TASK ITEM: Filter the entries, keeping every line with the word "Quick".

[Stored items]
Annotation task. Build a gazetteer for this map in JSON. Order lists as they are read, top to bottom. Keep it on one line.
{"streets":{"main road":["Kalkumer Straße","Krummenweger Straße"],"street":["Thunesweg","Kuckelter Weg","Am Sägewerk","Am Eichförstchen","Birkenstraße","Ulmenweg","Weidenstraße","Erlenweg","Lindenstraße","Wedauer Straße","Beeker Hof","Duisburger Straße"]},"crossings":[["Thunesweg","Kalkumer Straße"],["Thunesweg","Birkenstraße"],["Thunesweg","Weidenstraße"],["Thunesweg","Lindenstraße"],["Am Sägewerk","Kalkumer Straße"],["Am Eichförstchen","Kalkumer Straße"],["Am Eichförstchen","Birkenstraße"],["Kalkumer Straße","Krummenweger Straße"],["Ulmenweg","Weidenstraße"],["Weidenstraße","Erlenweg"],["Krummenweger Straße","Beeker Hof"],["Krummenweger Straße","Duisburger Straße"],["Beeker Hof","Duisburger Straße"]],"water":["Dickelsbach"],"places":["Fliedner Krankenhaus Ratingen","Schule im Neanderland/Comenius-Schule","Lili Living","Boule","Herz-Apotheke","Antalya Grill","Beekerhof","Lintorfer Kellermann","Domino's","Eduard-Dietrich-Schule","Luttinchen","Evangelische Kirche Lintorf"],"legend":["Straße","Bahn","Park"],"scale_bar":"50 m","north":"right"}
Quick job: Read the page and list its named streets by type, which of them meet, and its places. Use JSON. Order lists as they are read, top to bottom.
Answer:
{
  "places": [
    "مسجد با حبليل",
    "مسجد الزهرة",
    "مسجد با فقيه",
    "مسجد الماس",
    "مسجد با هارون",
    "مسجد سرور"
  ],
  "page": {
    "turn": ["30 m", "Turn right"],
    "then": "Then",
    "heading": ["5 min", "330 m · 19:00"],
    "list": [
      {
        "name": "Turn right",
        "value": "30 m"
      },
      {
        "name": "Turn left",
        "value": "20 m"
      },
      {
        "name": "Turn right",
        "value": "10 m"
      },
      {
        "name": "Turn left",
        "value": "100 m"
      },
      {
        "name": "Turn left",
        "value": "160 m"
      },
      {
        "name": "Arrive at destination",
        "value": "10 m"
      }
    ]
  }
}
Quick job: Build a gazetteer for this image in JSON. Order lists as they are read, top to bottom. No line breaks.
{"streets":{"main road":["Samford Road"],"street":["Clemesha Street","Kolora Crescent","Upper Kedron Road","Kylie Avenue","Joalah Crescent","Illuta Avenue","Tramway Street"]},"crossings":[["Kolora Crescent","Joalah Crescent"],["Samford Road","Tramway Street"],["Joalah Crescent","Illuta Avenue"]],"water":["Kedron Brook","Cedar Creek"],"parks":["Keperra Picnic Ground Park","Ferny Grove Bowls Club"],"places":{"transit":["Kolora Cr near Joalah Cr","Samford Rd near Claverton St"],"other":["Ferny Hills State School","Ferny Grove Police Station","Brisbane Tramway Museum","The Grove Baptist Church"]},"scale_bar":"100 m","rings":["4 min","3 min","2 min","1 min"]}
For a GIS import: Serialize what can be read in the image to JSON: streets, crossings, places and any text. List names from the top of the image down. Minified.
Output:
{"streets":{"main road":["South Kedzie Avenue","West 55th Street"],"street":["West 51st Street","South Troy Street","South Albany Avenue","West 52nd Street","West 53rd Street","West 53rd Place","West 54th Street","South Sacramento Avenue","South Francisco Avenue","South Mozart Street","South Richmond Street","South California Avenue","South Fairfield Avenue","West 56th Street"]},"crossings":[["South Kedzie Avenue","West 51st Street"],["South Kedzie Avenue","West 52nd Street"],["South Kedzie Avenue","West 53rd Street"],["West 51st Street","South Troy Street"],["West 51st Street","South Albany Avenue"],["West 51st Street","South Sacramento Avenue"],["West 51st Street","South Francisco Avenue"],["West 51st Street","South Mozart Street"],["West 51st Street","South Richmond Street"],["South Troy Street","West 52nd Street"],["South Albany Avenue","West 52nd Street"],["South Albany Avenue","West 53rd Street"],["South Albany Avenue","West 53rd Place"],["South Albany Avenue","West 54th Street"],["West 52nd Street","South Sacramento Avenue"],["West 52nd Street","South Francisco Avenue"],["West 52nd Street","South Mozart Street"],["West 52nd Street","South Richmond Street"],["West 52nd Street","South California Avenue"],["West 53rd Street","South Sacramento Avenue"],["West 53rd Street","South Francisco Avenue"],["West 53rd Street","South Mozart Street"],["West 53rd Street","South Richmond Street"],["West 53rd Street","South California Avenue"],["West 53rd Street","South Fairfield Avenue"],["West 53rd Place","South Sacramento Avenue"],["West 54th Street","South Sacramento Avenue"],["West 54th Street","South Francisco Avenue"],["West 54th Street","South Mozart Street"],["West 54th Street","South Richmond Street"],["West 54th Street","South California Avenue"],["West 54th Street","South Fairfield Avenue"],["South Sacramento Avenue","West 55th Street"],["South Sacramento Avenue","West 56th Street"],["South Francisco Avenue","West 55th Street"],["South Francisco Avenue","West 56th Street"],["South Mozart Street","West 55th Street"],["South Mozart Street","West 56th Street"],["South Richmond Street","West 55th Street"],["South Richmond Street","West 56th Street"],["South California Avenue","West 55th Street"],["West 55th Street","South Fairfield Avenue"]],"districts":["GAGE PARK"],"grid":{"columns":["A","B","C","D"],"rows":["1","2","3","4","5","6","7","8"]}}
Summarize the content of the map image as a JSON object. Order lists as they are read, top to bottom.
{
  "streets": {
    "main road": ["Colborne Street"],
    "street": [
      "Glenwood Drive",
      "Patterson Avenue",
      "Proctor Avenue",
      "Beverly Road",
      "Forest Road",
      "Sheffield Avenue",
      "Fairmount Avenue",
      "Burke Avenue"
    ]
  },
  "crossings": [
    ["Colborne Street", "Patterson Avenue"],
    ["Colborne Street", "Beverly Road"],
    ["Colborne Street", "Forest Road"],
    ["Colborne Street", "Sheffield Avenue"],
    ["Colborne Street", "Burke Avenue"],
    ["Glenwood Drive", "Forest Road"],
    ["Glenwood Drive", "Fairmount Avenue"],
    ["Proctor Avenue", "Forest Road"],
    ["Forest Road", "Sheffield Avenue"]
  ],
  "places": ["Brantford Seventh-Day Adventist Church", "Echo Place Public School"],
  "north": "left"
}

WRITTEN RESPONSE:
Quick job: Read the page and list its named streets by type, which of them meet, and its places. Use JSON. Order lists as they are read, top to bottom.
Quick job: Build a gazetteer for this image in JSON. Order lists as they are read, top to bottom. No line breaks.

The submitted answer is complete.